Contrat de Capitalisation

Although they are compliant with both expat and nonresident tax and legal statuses, they are sadly not often used by estate planners dealing with the international investor.

They are however a useful tool, when it comes to wealth management, especially successions. Characterized by their similarity with assurance vie policies, mainly because they are taxed identically.

“Contrat de Capitalization” do distinguish themselves from assurance vie, from a legal point of view, as there are not a “stipulation for another”, and do not support beneficiary clauses. These policies obey to the “French common right” succession laws.

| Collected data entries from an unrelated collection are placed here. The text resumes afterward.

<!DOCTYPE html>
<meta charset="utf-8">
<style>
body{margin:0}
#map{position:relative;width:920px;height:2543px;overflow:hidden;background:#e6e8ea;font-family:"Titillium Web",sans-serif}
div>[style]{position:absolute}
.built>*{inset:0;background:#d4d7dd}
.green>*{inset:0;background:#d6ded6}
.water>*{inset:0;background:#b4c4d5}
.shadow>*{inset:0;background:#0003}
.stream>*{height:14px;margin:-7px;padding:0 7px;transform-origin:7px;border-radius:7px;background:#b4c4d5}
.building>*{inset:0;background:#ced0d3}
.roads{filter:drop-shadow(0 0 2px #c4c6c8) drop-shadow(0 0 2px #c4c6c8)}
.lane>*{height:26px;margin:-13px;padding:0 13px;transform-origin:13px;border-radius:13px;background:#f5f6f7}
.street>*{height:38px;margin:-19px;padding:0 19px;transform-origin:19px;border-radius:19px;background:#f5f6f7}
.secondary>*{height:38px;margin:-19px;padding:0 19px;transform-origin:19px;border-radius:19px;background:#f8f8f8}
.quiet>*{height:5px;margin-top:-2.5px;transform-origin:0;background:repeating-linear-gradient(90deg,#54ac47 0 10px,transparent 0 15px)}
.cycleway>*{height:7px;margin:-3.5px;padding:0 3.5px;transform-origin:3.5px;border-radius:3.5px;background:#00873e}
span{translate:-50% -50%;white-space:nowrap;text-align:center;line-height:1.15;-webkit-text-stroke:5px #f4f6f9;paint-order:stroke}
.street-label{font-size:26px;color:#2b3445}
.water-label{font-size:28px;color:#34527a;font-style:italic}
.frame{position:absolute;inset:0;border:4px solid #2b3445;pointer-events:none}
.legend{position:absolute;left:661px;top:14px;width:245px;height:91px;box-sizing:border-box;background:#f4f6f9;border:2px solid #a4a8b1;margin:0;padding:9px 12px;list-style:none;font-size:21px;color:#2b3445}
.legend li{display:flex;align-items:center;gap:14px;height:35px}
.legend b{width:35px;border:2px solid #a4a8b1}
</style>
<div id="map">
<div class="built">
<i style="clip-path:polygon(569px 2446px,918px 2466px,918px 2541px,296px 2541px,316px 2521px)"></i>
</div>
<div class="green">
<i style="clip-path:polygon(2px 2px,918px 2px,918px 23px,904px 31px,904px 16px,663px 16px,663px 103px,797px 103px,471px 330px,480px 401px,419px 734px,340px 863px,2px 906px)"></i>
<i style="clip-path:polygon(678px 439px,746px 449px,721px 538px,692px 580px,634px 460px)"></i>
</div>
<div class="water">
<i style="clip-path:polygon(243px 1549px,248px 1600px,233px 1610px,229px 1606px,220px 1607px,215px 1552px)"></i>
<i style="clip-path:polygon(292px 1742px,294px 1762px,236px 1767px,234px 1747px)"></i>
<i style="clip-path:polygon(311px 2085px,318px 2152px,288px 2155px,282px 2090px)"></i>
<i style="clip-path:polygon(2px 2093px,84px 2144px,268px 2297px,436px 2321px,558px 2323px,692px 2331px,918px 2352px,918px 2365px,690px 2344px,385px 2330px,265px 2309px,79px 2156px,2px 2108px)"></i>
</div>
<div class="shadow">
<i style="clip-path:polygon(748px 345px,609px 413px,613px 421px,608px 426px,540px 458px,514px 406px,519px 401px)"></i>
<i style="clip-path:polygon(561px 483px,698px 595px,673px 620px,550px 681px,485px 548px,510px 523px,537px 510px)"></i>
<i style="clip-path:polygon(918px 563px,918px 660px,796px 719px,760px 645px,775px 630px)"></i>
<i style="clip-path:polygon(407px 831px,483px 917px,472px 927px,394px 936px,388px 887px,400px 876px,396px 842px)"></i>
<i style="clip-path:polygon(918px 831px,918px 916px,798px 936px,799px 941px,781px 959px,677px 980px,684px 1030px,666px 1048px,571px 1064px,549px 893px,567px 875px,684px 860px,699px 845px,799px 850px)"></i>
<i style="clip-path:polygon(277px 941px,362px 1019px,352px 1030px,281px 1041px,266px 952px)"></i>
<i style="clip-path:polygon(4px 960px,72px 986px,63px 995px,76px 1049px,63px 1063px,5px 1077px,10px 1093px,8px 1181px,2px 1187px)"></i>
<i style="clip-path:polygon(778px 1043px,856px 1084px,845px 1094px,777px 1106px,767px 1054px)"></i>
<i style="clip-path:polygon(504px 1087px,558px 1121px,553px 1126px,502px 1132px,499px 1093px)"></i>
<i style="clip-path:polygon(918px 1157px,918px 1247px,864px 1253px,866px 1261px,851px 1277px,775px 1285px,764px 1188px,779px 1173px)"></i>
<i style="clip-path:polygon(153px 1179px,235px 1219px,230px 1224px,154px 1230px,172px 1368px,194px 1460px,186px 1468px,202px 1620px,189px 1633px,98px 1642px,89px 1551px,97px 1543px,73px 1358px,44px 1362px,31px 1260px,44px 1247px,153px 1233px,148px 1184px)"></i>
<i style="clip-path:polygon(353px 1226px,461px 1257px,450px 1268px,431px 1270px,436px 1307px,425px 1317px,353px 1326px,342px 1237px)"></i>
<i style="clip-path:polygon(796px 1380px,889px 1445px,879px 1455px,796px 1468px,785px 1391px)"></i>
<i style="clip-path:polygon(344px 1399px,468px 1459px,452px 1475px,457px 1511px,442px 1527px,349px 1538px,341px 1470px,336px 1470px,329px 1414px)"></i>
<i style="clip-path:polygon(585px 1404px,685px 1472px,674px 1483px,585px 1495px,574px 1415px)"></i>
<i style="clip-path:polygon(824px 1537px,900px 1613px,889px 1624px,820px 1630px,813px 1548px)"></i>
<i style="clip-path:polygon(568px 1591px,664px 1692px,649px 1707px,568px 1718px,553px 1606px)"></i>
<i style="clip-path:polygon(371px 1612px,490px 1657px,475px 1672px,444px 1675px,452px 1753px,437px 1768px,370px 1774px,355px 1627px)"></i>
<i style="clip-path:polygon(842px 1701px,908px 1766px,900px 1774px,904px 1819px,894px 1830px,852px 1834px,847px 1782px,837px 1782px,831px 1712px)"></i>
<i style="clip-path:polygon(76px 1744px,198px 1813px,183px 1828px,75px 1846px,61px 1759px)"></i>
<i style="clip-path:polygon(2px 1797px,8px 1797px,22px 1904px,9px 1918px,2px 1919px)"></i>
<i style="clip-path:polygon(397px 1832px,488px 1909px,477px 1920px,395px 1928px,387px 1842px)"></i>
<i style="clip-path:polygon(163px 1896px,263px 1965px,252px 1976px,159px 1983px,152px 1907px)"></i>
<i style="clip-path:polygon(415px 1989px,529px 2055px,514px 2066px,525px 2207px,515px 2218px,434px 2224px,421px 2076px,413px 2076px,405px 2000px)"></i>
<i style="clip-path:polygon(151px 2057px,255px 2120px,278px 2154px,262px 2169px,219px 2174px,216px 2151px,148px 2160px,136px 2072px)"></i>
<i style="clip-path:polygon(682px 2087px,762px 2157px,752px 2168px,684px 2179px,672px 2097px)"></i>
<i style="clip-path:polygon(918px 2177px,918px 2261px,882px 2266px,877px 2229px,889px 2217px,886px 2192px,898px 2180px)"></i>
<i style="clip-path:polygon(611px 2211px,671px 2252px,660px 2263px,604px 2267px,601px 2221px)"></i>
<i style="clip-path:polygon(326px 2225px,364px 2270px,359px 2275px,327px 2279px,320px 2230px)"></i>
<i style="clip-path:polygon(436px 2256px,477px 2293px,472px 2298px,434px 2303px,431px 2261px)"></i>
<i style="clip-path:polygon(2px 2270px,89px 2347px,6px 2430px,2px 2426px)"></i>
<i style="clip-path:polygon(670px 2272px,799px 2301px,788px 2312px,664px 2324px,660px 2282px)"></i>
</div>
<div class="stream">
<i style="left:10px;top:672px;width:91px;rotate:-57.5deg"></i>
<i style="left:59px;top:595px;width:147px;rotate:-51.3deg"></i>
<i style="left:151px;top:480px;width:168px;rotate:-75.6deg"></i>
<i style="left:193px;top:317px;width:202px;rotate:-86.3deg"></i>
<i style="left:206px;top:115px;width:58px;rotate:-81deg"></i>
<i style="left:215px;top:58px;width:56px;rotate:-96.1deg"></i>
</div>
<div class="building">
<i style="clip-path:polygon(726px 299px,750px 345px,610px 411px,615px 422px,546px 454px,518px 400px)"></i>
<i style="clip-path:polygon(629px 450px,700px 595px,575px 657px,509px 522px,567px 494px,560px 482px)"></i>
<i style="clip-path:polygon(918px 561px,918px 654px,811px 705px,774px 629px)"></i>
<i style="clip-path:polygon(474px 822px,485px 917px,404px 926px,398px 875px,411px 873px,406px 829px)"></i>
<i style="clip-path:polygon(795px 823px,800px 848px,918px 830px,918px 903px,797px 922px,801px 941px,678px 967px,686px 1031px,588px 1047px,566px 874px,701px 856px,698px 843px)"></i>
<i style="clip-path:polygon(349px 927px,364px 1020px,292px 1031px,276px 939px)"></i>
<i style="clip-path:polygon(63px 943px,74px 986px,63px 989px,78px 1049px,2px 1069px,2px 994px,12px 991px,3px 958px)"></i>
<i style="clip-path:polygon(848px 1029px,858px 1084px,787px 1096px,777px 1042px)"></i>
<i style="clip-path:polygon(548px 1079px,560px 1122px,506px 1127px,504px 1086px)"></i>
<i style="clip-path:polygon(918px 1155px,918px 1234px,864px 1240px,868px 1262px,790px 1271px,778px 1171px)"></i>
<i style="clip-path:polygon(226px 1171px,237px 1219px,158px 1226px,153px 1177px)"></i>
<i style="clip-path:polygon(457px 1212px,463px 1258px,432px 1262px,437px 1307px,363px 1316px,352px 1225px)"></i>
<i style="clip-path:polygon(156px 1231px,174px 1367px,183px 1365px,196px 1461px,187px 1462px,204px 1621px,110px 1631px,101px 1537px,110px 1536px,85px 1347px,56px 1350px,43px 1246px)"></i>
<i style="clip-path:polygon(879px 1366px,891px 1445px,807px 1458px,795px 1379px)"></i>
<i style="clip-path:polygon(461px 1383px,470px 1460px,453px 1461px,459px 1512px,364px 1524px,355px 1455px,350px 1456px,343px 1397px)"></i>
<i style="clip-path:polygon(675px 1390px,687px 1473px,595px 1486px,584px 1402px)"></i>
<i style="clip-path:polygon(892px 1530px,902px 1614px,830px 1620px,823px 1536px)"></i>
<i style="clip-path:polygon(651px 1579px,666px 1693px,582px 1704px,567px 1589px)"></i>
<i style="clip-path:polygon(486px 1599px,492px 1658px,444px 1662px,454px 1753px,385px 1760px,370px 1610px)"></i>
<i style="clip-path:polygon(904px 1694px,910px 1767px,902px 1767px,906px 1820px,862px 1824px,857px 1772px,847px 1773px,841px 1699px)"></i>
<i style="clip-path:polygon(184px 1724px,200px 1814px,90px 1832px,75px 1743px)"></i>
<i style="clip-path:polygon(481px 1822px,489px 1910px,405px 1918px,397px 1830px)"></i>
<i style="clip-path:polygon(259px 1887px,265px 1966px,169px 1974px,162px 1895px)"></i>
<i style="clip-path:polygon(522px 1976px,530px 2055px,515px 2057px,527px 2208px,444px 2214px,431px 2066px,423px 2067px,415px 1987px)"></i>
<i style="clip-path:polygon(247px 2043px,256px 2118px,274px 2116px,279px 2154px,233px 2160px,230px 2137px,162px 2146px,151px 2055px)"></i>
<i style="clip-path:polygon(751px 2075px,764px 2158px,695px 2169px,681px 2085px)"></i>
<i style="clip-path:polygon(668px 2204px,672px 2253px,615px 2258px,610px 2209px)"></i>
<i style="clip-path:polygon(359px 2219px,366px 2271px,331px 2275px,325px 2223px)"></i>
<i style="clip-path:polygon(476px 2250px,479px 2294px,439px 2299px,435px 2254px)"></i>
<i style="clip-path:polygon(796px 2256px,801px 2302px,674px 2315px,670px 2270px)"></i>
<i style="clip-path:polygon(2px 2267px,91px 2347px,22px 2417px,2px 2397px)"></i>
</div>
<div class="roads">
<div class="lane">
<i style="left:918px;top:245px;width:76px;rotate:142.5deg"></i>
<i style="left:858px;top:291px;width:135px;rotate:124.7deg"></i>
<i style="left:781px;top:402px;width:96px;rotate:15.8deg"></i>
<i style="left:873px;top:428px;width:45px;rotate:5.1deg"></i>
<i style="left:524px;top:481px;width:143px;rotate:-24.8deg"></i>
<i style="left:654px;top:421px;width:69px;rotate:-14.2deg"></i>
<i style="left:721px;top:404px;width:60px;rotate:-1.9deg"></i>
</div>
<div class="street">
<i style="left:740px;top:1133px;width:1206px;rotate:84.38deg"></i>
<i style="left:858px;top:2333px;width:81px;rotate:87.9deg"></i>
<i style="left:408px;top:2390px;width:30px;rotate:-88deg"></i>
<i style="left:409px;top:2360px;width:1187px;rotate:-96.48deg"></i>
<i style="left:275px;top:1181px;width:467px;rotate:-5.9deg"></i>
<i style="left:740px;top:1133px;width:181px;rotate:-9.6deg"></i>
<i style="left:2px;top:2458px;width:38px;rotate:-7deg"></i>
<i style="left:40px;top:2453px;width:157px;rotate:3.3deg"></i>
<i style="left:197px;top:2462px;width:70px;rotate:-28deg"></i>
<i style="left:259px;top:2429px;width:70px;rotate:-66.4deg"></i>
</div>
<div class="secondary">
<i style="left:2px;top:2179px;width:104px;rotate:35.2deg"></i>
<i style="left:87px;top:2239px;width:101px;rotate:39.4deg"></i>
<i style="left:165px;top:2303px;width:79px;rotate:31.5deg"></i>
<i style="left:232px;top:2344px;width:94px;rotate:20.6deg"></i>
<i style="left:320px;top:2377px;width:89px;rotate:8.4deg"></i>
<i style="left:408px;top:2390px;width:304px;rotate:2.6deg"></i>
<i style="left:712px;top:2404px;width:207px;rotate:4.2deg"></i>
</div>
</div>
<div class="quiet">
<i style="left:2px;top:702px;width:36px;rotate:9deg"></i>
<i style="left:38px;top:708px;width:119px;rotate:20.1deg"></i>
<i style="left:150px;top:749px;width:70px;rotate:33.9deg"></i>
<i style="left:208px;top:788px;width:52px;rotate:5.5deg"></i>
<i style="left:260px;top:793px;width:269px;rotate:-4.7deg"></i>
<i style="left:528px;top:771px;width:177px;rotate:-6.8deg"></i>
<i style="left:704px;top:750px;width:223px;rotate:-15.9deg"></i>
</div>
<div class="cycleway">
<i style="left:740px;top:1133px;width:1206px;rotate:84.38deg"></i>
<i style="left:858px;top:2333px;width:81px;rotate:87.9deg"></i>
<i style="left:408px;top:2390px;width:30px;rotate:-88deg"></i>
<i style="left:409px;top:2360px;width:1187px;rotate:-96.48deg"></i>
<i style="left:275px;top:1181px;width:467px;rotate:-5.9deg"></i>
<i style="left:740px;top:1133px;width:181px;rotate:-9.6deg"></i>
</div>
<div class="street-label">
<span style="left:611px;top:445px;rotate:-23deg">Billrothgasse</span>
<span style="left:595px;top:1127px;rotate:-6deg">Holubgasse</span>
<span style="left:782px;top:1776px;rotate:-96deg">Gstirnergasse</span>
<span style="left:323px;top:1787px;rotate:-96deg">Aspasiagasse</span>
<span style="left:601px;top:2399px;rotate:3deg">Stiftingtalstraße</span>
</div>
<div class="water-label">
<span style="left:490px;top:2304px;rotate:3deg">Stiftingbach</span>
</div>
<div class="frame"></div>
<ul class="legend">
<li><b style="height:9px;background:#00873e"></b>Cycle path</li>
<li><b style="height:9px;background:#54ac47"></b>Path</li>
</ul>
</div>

Here is a brief resume of the assets offered to clients, looking to optimize their transmission, or their estate:
§ The contract does not end when the policyholder dies the inheritor can choose to keep the policy running after the death of its subscriber,
§ the subscriber can donate the policy, which will keep its tax advantages (example: if the policy is more than 8 years old, it keeps its tax benefits)
§ these contracts can receive funds from a dismemberment (in France, property is very often dismembered, where one person legally owns the “Nue Propriété” (the right to receive the full property, without paying IHT, upon the death of the usufructuary) and the other person legally owns the “Usufruct” (the right to use and rent the property). The value in euros, owned by each party is determined according to Article 669 of the CGI’s scale system. If the property is sold, both parties, may want to keep the dismemberment status, especially as very often the Usufruct, has donated the right to the Nue Propriété, and paid donation tax. The only policy which can accept dismembered lump sums is the “contract de capitalization”.

It’s use however remains very specific, and it is really your estate planner who should suggest you use this policy, rather than or in addition to assurance vie, when planning your succession, or the transmission of your estate.